> [Items listed in a dataset]:

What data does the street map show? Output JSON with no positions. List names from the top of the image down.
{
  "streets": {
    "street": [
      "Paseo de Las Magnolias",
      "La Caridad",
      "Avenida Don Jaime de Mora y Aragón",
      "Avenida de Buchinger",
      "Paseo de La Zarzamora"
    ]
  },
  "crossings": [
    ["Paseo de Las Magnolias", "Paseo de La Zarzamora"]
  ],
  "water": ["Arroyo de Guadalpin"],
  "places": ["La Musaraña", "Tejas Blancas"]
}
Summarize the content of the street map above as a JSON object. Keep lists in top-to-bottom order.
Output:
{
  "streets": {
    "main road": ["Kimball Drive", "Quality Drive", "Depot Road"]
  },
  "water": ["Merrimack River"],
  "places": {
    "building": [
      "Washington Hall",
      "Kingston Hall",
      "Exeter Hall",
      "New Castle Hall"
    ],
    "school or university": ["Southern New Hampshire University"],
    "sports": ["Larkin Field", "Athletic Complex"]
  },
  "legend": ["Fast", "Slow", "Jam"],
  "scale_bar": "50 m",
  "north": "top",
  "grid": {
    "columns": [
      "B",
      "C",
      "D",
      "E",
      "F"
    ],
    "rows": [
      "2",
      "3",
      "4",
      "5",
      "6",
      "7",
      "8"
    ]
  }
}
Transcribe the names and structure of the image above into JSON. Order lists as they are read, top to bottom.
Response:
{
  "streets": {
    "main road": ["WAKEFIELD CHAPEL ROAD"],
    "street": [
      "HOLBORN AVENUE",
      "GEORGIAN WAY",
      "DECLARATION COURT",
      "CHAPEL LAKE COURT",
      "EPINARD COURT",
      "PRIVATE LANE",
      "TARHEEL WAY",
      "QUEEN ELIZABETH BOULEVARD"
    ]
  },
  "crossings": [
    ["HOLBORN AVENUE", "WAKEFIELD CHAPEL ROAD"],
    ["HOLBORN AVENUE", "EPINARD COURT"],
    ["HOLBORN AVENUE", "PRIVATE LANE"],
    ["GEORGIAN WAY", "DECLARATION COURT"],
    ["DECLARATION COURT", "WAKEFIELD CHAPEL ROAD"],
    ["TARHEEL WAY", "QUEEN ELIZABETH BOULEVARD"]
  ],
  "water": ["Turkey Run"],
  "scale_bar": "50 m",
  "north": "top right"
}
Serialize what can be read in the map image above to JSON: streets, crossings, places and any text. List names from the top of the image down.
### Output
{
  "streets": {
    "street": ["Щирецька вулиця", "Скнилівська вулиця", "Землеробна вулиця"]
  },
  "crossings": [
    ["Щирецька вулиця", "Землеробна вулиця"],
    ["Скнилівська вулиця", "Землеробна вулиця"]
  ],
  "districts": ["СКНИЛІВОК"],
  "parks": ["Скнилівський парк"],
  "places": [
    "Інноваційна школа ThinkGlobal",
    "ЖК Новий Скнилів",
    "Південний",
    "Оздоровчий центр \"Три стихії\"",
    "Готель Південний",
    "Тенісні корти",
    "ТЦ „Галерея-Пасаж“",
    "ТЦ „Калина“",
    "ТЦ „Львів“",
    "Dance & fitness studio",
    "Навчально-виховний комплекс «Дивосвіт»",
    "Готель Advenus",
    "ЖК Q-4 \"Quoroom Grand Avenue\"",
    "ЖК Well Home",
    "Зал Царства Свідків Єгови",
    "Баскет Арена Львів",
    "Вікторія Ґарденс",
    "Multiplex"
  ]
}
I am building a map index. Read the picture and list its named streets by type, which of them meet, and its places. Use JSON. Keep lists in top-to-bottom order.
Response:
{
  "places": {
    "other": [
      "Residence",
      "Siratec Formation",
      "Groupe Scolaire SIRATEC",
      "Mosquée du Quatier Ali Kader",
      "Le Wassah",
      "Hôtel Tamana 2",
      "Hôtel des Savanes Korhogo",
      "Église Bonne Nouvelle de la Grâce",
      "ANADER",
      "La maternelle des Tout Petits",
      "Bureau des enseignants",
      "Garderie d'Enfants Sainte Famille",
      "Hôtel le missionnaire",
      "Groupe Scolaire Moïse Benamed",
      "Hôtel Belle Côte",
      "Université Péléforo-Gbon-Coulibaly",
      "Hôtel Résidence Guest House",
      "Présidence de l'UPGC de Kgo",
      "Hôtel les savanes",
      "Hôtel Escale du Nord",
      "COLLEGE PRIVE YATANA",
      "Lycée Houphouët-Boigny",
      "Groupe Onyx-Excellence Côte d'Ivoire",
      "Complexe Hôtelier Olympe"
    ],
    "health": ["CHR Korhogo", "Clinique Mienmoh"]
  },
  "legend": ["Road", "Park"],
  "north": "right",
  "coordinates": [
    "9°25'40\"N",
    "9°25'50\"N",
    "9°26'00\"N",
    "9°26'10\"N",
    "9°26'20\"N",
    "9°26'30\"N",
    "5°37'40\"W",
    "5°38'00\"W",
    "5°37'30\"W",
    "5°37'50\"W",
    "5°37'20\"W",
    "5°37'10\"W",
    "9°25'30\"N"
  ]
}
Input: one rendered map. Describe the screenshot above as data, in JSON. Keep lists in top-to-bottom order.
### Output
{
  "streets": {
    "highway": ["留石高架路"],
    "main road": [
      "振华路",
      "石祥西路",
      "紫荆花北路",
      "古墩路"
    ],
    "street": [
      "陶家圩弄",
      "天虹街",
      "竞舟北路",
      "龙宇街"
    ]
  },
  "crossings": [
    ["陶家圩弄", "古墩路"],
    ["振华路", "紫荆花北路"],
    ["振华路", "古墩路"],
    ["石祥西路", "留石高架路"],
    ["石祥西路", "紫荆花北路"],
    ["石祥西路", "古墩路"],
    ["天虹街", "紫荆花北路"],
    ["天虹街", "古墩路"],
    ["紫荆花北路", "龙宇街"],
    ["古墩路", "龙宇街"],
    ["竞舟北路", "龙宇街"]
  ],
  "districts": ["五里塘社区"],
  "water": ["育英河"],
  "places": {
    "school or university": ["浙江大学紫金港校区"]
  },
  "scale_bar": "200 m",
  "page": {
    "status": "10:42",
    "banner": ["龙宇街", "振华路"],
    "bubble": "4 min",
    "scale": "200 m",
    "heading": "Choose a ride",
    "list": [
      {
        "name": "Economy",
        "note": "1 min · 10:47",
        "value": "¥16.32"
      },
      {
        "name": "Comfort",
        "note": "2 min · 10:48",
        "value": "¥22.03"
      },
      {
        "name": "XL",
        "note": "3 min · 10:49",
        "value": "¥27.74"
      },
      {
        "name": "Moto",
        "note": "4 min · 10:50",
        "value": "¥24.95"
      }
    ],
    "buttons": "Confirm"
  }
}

> [REQUIREMENT]:
Copy each line of the data above exactly as it appears.

> [ANSWER BOX]:
What data does the street map show? Output JSON with no positions. List names from the top of the image down.
{
  "streets": {
    "street": [
      "Paseo de Las Magnolias",
      "La Caridad",
      "Avenida Don Jaime de Mora y Aragón",
      "Avenida de Buchinger",
      "Paseo de La Zarzamora"
    ]
  },
  "crossings": [
    ["Paseo de Las Magnolias", "Paseo de La Zarzamora"]
  ],
  "water": ["Arroyo de Guadalpin"],
  "places": ["La Musaraña", "Tejas Blancas"]
}
Summarize the content of the street map above as a JSON object. Keep lists in top-to-bottom order.
Output:
{
  "streets": {
    "main road": ["Kimball Drive", "Quality Drive", "Depot Road"]
  },
  "water": ["Merrimack River"],
  "places": {
    "building": [
      "Washington Hall",
      "Kingston Hall",
      "Exeter Hall",
      "New Castle Hall"
    ],
    "school or university": ["Southern New Hampshire University"],
    "sports": ["Larkin Field", "Athletic Complex"]
  },
  "legend": ["Fast", "Slow", "Jam"],
  "scale_bar": "50 m",
  "north": "top",
  "grid": {
    "columns": [
      "B",
      "C",
      "D",
      "E",
      "F"
    ],
    "rows": [
      "2",
      "3",
      "4",
      "5",
      "6",
      "7",
      "8"
    ]
  }
}
Transcribe the names and structure of the image above into JSON. Order lists as they are read, top to bottom.
Response:
{
  "streets": {
    "main road": ["WAKEFIELD CHAPEL ROAD"],
    "street": [
      "HOLBORN AVENUE",
      "GEORGIAN WAY",
      "DECLARATION COURT",
      "CHAPEL LAKE COURT",
      "EPINARD COURT",
      "PRIVATE LANE",
      "TARHEEL WAY",
      "QUEEN ELIZABETH BOULEVARD"
    ]
  },
  "crossings": [
    ["HOLBORN AVENUE", "WAKEFIELD CHAPEL ROAD"],
    ["HOLBORN AVENUE", "EPINARD COURT"],
    ["HOLBORN AVENUE", "PRIVATE LANE"],
    ["GEORGIAN WAY", "DECLARATION COURT"],
    ["DECLARATION COURT", "WAKEFIELD CHAPEL ROAD"],
    ["TARHEEL WAY", "QUEEN ELIZABETH BOULEVARD"]
  ],
  "water": ["Turkey Run"],
  "scale_bar": "50 m",
  "north": "top right"
}
Serialize what can be read in the map image above to JSON: streets, crossings, places and any text. List names from the top of the image down.
### Output
{
  "streets": {
    "street": ["Щирецька вулиця", "Скнилівська вулиця", "Землеробна вулиця"]
  },
  "crossings": [
    ["Щирецька вулиця", "Землеробна вулиця"],
    ["Скнилівська вулиця", "Землеробна вулиця"]
  ],
  "districts": ["СКНИЛІВОК"],
  "parks": ["Скнилівський парк"],
  "places": [
    "Інноваційна школа ThinkGlobal",
    "ЖК Новий Скнилів",
    "Південний",
    "Оздоровчий центр \"Три стихії\"",
    "Готель Південний",
    "Тенісні корти",
    "ТЦ „Галерея-Пасаж“",
    "ТЦ „Калина“",
    "ТЦ „Львів“",
    "Dance & fitness studio",
    "Навчально-виховний комплекс «Дивосвіт»",
    "Готель Advenus",
    "ЖК Q-4 \"Quoroom Grand Avenue\"",
    "ЖК Well Home",
    "Зал Царства Свідків Єгови",
    "Баскет Арена Львів",
    "Вікторія Ґарденс",
    "Multiplex"
  ]
}
I am building a map index. Read the picture and list its named streets by type, which of them meet, and its places. Use JSON. Keep lists in top-to-bottom order.
Response:
{
  "places": {
    "other": [
      "Residence",
      "Siratec Formation",
      "Groupe Scolaire SIRATEC",
      "Mosquée du Quatier Ali Kader",
      "Le Wassah",
      "Hôtel Tamana 2",
      "Hôtel des Savanes Korhogo",
      "Église Bonne Nouvelle de la Grâce",
      "ANADER",
      "La maternelle des Tout Petits",
      "Bureau des enseignants",
      "Garderie d'Enfants Sainte Famille",
      "Hôtel le missionnaire",
      "Groupe Scolaire Moïse Benamed",
      "Hôtel Belle Côte",
      "Université Péléforo-Gbon-Coulibaly",
      "Hôtel Résidence Guest House",
      "Présidence de l'UPGC de Kgo",
      "Hôtel les savanes",
      "Hôtel Escale du Nord",
      "COLLEGE PRIVE YATANA",
      "Lycée Houphouët-Boigny",
      "Groupe Onyx-Excellence Côte d'Ivoire",
      "Complexe Hôtelier Olympe"
    ],
    "health": ["CHR Korhogo", "Clinique Mienmoh"]
  },
  "legend": ["Road", "Park"],
  "north": "right",
  "coordinates": [
    "9°25'40\"N",
    "9°25'50\"N",
    "9°26'00\"N",
    "9°26'10\"N",
    "9°26'20\"N",
    "9°26'30\"N",
    "5°37'40\"W",
    "5°38'00\"W",
    "5°37'30\"W",
    "5°37'50\"W",
    "5°37'20\"W",
    "5°37'10\"W",
    "9°25'30\"N"
  ]
}
Input: one rendered map. Describe the screenshot above as data, in JSON. Keep lists in top-to-bottom order.
### Output
{
  "streets": {
    "highway": ["留石高架路"],
    "main road": [
      "振华路",
      "石祥西路",
      "紫荆花北路",
      "古墩路"
    ],
    "street": [
      "陶家圩弄",
      "天虹街",
      "竞舟北路",
      "龙宇街"
    ]
  },
  "crossings": [
    ["陶家圩弄", "古墩路"],
    ["振华路", "紫荆花北路"],
    ["振华路", "古墩路"],
    ["石祥西路", "留石高架路"],
    ["石祥西路", "紫荆花北路"],
    ["石祥西路", "古墩路"],
    ["天虹街", "紫荆花北路"],
    ["天虹街", "古墩路"],
    ["紫荆花北路", "龙宇街"],
    ["古墩路", "龙宇街"],
    ["竞舟北路", "龙宇街"]
  ],
  "districts": ["五里塘社区"],
  "water": ["育英河"],
  "places": {
    "school or university": ["浙江大学紫金港校区"]
  },
  "scale_bar": "200 m",
  "page": {
    "status": "10:42",
    "banner": ["龙宇街", "振华路"],
    "bubble": "4 min",
    "scale": "200 m",
    "heading": "Choose a ride",
    "list": [
      {
        "name": "Economy",
        "note": "1 min · 10:47",
        "value": "¥16.32"
      },
      {
        "name": "Comfort",
        "note": "2 min · 10:48",
        "value": "¥22.03"
      },
      {
        "name": "XL",
        "note": "3 min · 10:49",
        "value": "¥27.74"
      },
      {
        "name": "Moto",
        "note": "4 min · 10:50",
        "value": "¥24.95"
      }
    ],
    "buttons": "Confirm"
  }
}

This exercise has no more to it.